The authors declare that they have no known competing financial interests or personal relationships that could have appeared to influence the work reported in this paper.

Figures

**Fig. 1**
Characterization of Co–Fe@hemin-peroxidase nanozyme. (A) TEM image of Co–Fe@hemin. (B) SEM image of Co–Fe@hemin. (C) Dynamic light scattering (DLS) analysis. (D) The UV–Vis absorbance spectrum of Co–Fe@hemin, Co–Fe NPs and hemin.

**Fig. 2**
**Catalytic activity of Co–Fe@hemin-peroxidase nanozyme.** (A) Chemiluminescence curve for luminol-H₂O₂ system. (B) Effects of pH on chemiluminescence catalytic activity of Co–Fe@hemin and HRP. (C) Effects of temperature on chemiluminescence catalytic activity of Co–Fe@hemin and HRP. (D) Effects of H₂O₂ concentration on Co–Fe@hemin-luminol system. Data were collected in triplicates.

**Fig. 3**
Design of the nanozyme chemiluminescent paper test. (A) Schematic illustration of the nanozyme chemiluminescence paper test for SARS-CoV-2 S-RBD antigen.

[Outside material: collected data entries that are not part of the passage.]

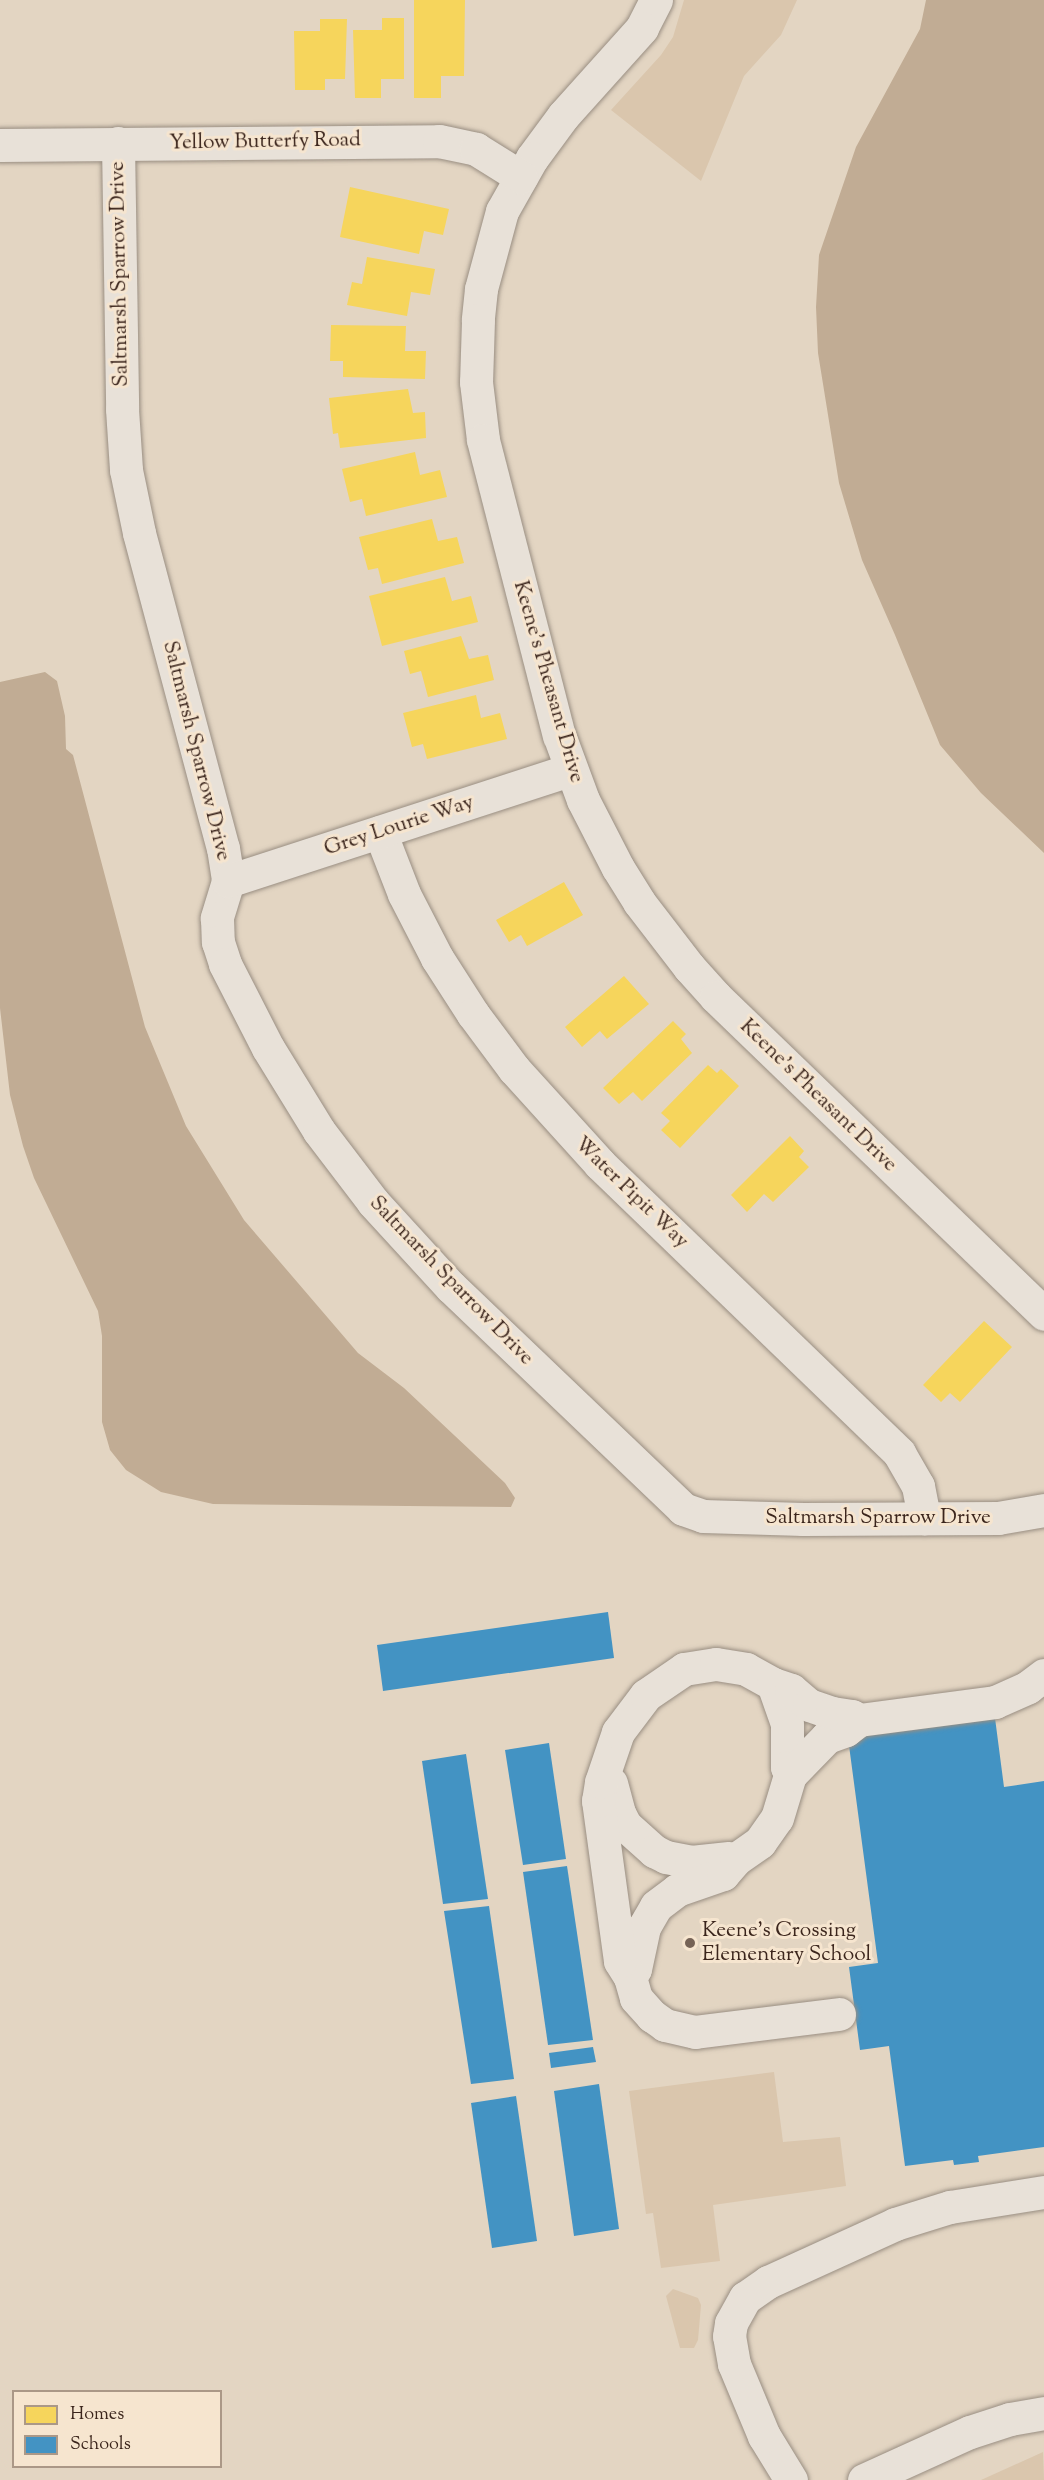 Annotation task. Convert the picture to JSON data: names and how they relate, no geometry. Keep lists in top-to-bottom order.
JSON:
{
  "streets": {
    "street": [
      "Yellow Butterfy Road",
      "Saltmarsh Sparrow Drive",
      "Keene's Pheasant Drive",
      "Grey Lourie Way",
      "Water Pipit Way"
    ]
  },
  "crossings": [
    ["Yellow Butterfy Road", "Saltmarsh Sparrow Drive"],
    ["Yellow Butterfy Road", "Keene's Pheasant Drive"],
    ["Saltmarsh Sparrow Drive", "Grey Lourie Way"],
    ["Saltmarsh Sparrow Drive", "Water Pipit Way"],
    ["Keene's Pheasant Drive", "Grey Lourie Way"],
    ["Grey Lourie Way", "Water Pipit Way"]
  ],
  "places": ["Keene's Crossing Elementary School"],
  "legend": ["Homes", "Schools"]
}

Recognition, separation and catalytic amplification by nanozyme probes. (B) ELISA analysis of antibodies binding activity for S-RBD protein. (C) Screening of paired antibodies using nanozyme colorimetric strip. Positive signal was evaluated by 100 ng/mL of S-RBD protein. Sample dilution buffer was used as the negative control. Data were collected in triplicates.

**Fig. 4**
**Rapid testing of recombinant SARS-CoV-2 spike antigen.** (A) Gradient paper testing of SARS-CoV-2 S-RBD protein, before and after adding luminol substrate. A total of 100 μl sample solution was loaded for each test. (B) The calibration curve of SARS-CoV-2 S-RBD detection by nanozyme chemiluminescence test strip. The Y value was defined as the chemiluminescent intensity ratio of T-line to C-line. Concentrations of S-RBD protein ranged from 0~6400 ng/mL. Samples were measured in triplicates. (C) Calibration curve of ELISA detection for S-RBD protein. Samples were measured in triplicates. (D) Nanozyme chemiluminescence test paper specifically recognized the spike antigen of SARS-CoV-2, remaining negative for other human coronaviruses (SARS, MERS, HCoV-HKU1 and HCoV-OC43).

**Fig. 5**
Rapid testing of pseudo-SARS-CoV-2. (A) Calibration curve of pseudovirus test. (B) Gradient detection of pseudo-SARS-CoV-2 samples using nanozyme chemiluminescence test paper. (C) ELISA detection of the pseudo-SARS-CoV-2 samples. Samples were measured in triplicates. (D) Nanozyme chemiluminescence strip specifically recognized the pseudo-SARS-CoV-2. The inactivated samples of H1N1, H3N2, H5N1 and H7N9 with the same titer were tested positively using the commercial Influenza A antigen testing kits.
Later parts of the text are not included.